At December 31, 2008, the maximum length of time over which the Company is hedging its exposure is approximately four years. The effective portion
of changes in fair value of the cash flow hedges is recorded temporarily in the Consolidated Statements of Stockholders' Equity as a component of OCI and
then recognized in the Consolidated Statements of Operations in the same period or periods during which the payment of variable interest associated with the
floating rate debt is recorded in earnings. Any ineffective portions of changes in fair value are recognized in the Consolidated Statements of Operations during
the period of change. The Company follows the hypothetical derivative method to measure hedge ineffectiveness. A $16.0 million loss associated with
ineffectiveness was recognized in earnings during the year ended December 31, 2008 related to the cash flow hedges mostly due to the hedges being off-
market at the time of redesignation. The amount of losses in OCI as of December 31, 2008 related to the hedged transactions that is expected to be reclassified
into the Consolidated Statements of Operations during the 12 months ending December 31, 2009 is approximately $99 million.

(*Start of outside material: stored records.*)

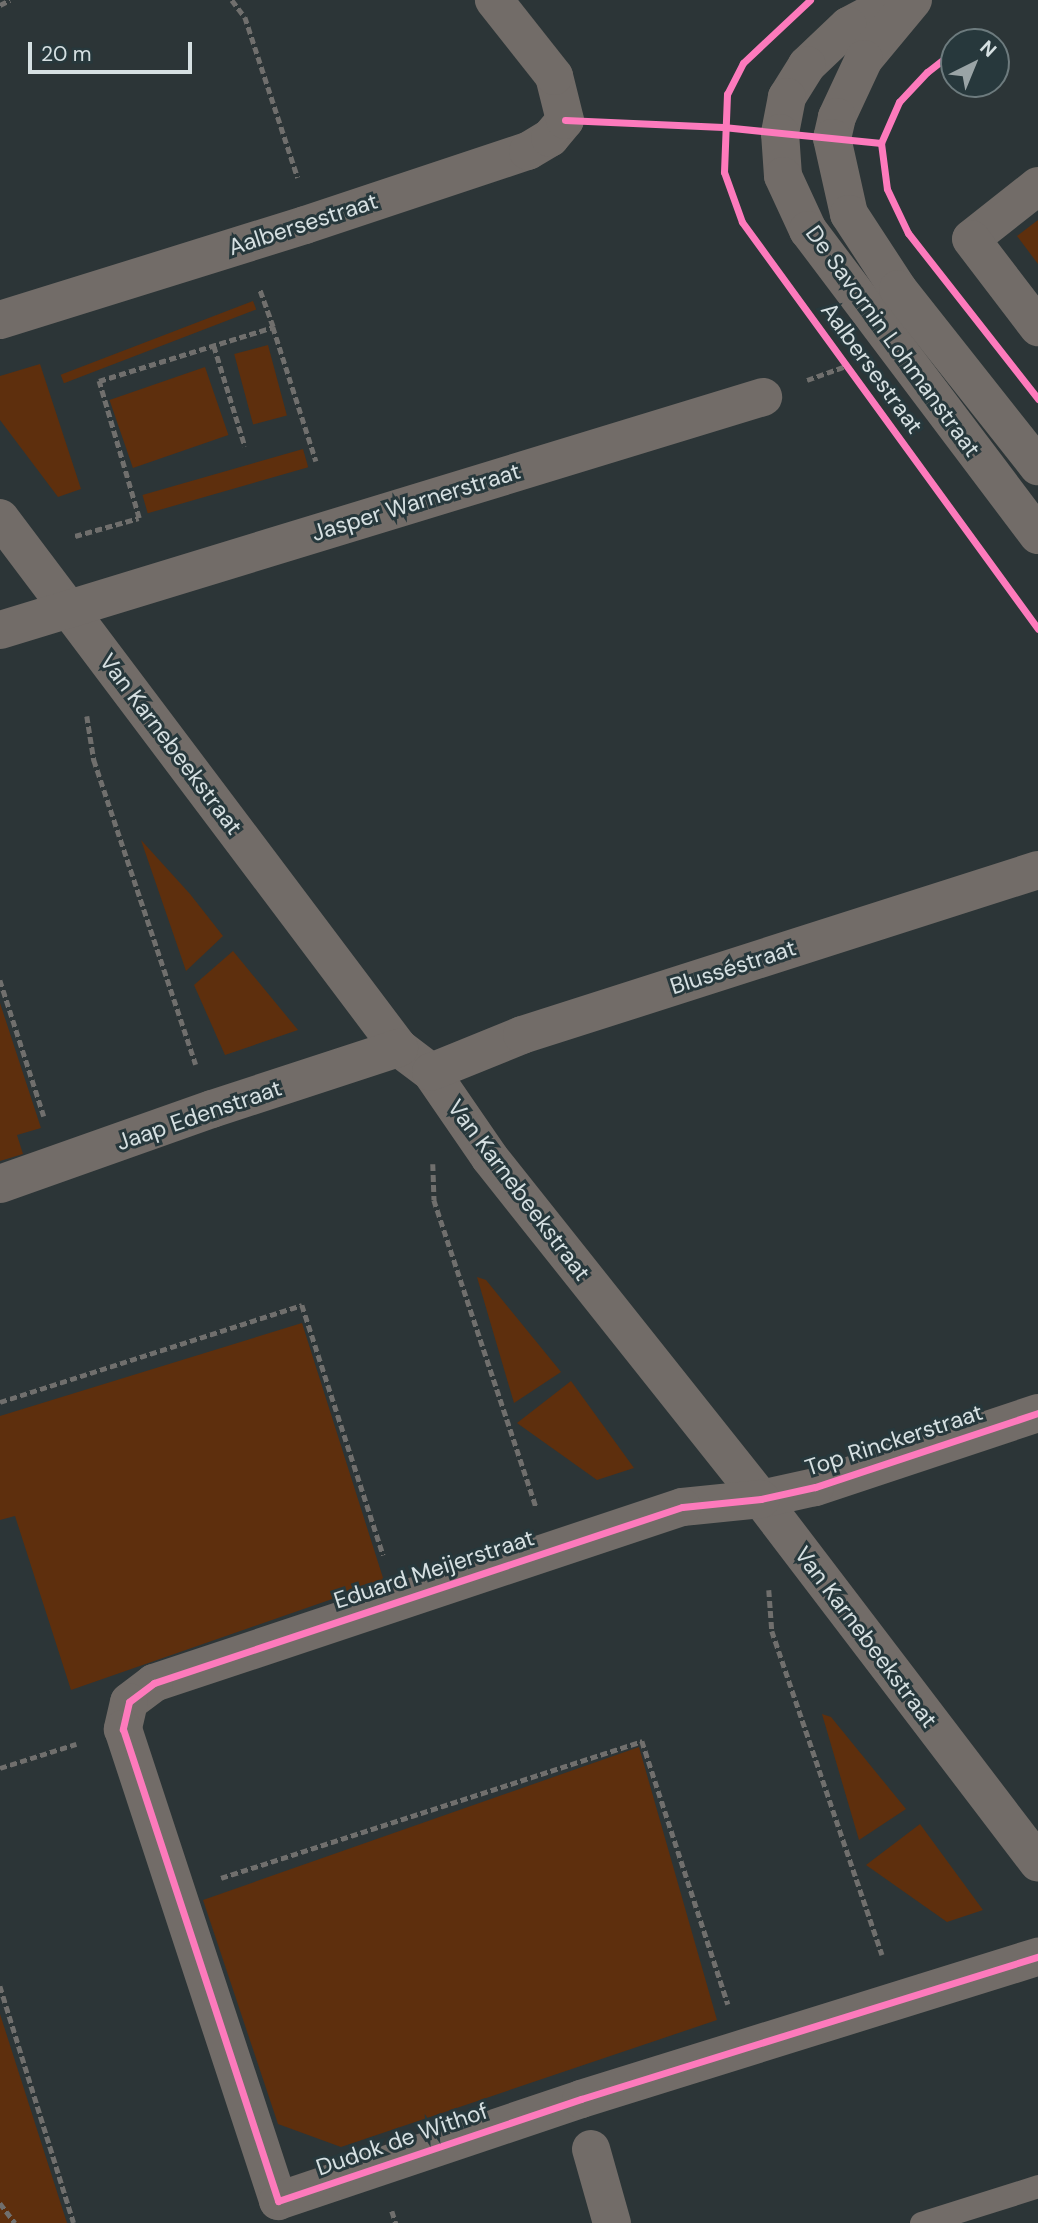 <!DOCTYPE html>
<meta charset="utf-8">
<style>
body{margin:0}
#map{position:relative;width:1038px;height:2223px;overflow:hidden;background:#2c3537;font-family:"DM Sans",sans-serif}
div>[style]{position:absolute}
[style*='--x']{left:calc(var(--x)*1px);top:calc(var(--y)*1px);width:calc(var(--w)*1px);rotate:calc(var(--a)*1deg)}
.green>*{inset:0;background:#5e2f0d;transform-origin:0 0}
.path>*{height:4.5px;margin-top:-2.25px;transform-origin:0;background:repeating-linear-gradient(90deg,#706f6d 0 7px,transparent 0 10.5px)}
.service>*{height:23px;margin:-11.5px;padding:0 11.5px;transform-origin:11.5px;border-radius:11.5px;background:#726c68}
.minor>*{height:38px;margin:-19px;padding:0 19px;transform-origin:19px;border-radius:19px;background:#726c68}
.tertiary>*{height:38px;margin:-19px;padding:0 19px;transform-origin:19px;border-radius:19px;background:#726c68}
.cycleway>*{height:7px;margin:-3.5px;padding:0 3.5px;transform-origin:3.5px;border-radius:3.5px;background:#fd7abc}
span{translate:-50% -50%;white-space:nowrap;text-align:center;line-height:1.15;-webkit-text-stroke:6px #27383c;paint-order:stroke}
.street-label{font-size:23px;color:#d6e0e2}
.north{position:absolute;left:940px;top:28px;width:70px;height:70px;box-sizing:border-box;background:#27383c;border:2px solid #6d7b7e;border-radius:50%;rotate:43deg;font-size:19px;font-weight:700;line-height:28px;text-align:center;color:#d6e0e2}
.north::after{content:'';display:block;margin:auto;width:24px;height:32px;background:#9aa4a6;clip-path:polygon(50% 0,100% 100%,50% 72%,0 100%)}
.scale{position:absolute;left:28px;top:42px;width:164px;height:32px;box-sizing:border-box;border:4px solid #d6e0e2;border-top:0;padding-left:9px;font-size:21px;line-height:24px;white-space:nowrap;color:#d6e0e2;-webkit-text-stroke:5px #27383c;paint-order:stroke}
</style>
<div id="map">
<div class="green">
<div style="clip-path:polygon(1038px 220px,1038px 264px,1017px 236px)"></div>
<div style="left:253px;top:301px;width:9px;height:206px;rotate:69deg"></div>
<div style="left:268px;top:345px;width:73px;height:35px;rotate:75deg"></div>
<div style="clip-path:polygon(40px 364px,81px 489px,58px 497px,0 420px,0 376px)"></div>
<div style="left:205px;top:367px;width:72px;height:101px;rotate:71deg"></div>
<div style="left:303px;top:449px;width:19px;height:167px;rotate:74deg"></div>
<div style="clip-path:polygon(141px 840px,190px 894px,223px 936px,186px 971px)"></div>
<div style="clip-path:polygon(233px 951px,298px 1030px,225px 1055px,194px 985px)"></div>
<div style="clip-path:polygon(0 1003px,41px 1128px,17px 1135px,23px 1154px,0 1161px)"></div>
<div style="clip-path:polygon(477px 1277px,486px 1280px,561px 1372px,514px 1403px)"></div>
<div style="clip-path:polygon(302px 1323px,384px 1581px,71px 1690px,15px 1516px,0 1520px,0 1416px)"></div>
<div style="clip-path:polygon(571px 1381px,634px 1468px,597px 1480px,517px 1423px)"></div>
<div style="clip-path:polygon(822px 1714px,831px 1717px,906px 1809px,859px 1840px)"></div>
<div style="clip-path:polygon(639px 1747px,717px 2020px,341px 2147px,278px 2124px,203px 1900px)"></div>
<div style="clip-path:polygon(920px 1824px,983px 1910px,947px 1922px,866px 1865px)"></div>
<div style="clip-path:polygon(0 2014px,67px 2223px,0 2223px)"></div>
</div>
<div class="path">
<div style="--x:232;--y:0;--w:21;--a:53"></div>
<div style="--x:245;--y:17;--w:169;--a:71.8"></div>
<div style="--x:0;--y:5;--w:11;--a:-27"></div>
<div style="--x:273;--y:327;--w:141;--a:72.2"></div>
<div style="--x:214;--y:346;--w:105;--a:72.8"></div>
<div style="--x:807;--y:380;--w:41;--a:-19.7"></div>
<div style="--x:75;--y:536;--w:66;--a:-15.7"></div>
<div style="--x:139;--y:518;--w:143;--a:-106.3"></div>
<div style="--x:99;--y:381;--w:182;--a:-17.2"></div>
<div style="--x:273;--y:327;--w:41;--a:-109.7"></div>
<div style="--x:87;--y:716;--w:45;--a:81"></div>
<div style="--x:94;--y:760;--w:321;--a:71.5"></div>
<div style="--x:0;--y:980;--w:143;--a:72.1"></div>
<div style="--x:433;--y:1164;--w:36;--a:88"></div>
<div style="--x:434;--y:1200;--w:323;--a:71.6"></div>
<div style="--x:0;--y:1402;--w:317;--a:-17.8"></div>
<div style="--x:302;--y:1305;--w:263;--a:72"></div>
<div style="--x:769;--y:1590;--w:41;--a:85.8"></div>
<div style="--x:772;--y:1631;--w:342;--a:71.2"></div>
<div style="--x:0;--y:1768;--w:80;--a:-17.5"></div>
<div style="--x:221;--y:1878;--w:443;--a:-18"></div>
<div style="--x:642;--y:1741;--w:277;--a:71.9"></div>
<div style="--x:0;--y:1986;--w:248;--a:72.7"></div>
<div style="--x:0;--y:2203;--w:25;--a:53"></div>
<div style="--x:392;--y:2211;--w:13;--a:72"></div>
</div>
<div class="service">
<div style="--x:921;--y:2223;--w:123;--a:-17.5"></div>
</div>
<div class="minor">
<div style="--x:1038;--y:186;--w:85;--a:141.7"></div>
<div style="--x:971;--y:239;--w:111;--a:52.7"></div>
<div style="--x:0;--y:320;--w:319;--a:-17.3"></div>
<div style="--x:305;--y:225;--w:235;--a:-18.4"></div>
<div style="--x:528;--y:151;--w:26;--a:-31"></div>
<div style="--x:550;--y:138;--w:23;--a:-50"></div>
<div style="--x:565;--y:120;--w:45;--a:-104"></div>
<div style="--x:554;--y:76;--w:97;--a:-128.3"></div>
<div style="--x:0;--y:518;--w:663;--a:53.03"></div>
<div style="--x:399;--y:1048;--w:40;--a:37"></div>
<div style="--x:431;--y:1072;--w:104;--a:55.5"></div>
<div style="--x:490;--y:1158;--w:436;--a:51.5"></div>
<div style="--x:761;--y:1499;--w:457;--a:52.7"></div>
<div style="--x:0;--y:630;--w:798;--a:-16.98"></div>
<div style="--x:431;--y:1072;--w:98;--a:-22.1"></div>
<div style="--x:522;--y:1035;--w:542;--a:-17.73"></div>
<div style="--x:0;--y:1184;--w:225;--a:-19.5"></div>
<div style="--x:212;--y:1109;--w:197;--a:-18.1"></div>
<div style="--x:1038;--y:1413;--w:235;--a:161.6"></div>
<div style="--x:815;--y:1487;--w:55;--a:167.5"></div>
<div style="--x:761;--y:1499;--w:79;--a:174.2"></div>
<div style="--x:682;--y:1507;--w:557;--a:161.57"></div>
<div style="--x:154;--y:1683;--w:31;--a:143"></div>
<div style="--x:129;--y:1702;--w:28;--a:103"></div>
<div style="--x:123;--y:1729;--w:497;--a:71.8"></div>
<div style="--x:278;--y:2201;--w:320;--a:-18.6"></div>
<div style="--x:581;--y:2099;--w:479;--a:-17.3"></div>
<div style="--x:591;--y:2149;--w:77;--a:74.2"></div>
</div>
<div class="tertiary">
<div style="--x:897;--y:0;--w:55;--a:152"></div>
<div style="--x:848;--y:26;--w:57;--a:136.4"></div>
<div style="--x:807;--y:65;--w:38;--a:122"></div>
<div style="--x:787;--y:97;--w:37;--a:101"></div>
<div style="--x:780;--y:133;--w:43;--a:86"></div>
<div style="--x:783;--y:176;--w:60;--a:65.2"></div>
<div style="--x:808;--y:230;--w:382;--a:53"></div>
<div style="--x:913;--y:0;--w:77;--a:129.7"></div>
<div style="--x:864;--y:59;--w:64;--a:115"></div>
<div style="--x:837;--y:117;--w:22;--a:103"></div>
<div style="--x:832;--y:138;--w:78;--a:77.4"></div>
<div style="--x:849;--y:214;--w:90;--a:56.8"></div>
<div style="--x:898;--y:289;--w:226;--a:51.7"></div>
</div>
<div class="cycleway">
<div style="--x:810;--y:0;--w:92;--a:136.8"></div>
<div style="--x:743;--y:63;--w:35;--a:117"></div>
<div style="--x:727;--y:94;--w:78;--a:92.2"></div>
<div style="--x:724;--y:172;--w:53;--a:70.2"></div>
<div style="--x:742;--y:222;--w:503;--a:53.97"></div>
<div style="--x:954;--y:51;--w:34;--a:142"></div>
<div style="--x:927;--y:72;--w:41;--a:133"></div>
<div style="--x:899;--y:102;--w:45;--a:113.7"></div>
<div style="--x:881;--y:143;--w:46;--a:82.6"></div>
<div style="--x:887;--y:189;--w:49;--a:64.5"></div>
<div style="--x:908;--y:233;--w:211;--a:51.9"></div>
<div style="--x:565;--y:120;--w:158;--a:2.5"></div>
<div style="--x:723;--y:127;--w:159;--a:5.8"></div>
<div style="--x:1038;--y:1413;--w:235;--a:161.6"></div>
<div style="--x:815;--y:1487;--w:55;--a:167.5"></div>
<div style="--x:761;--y:1499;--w:79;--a:174.2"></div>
<div style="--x:682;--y:1507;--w:557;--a:161.57"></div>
<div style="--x:154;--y:1683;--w:31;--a:143"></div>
<div style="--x:129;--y:1702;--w:28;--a:103"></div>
<div style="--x:123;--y:1729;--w:497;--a:71.8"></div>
<div style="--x:278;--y:2201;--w:320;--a:-18.6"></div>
<div style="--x:581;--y:2099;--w:479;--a:-17.3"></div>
</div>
<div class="street-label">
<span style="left:303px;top:224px;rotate:-18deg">Aalbersestraat</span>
<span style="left:893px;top:341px;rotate:54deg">De Savornin Lohmanstraat</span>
<span style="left:872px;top:368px;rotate:54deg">Aalbersestraat</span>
<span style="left:416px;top:502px;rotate:-17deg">Jasper Warnerstraat</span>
<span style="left:171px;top:744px;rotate:53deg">Van Karnebeekstraat</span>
<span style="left:733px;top:967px;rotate:-18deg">Blusséstraat</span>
<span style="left:199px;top:1115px;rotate:-19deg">Jaap Edenstraat</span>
<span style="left:519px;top:1190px;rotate:53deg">Van Karnebeekstraat</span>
<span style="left:894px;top:1440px;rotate:-18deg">Top Rinckerstraat</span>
<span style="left:434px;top:1569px;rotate:-18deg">Eduard Meijerstraat</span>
<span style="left:866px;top:1637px;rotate:53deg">Van Karnebeekstraat</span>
<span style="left:402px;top:2139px;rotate:-19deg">Dudok de Withof</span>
</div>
<div class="north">N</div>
<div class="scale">20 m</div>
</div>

In the predecessor periods, the Company entered into derivatives to hedge certain cash flows associated with foreign currency exposures and the
forecasted sale of an investment security. At their initiation, these derivative instruments qualified, and were designated, as cash flow hedges. On an
individual and aggregate basis such derivatives were immaterial to the financial statements for the predecessor periods presented. The amount of
ineffectiveness related to these cash flow hedges was immaterial. These derivative instruments were not redesignated in new hedging relationships at the time
of the merger and, therefore, did not receive hedge accounting treatment in the successor period.
For information on the location and amounts of derivative fair values in the Consolidated Balance Sheets and derivative gains and losses in the
Consolidated Balance Sheets or in the Consolidated Statements of Operations, see the tabular information presented below.
Fair Value Hedges
As discussed above in Note 2 and in connection with the merger in September 2007, the Company terminated the interest rate swaps associated with its
fixed rate debt in connection with the repurchase of the underlying debt. Additionally, the Company terminated the interest rate swaps associated with the
long-term investment portfolio of the official check and money order businesses. These hedges qualified for the short-cut method of accounting as described
in paragraph 68 of SFAS 133. Accordingly, there was no ineffectiveness related to these interest rate swaps. Subsequent to the merger, the Company had no
outstanding fair value hedges that qualified for hedge accounting.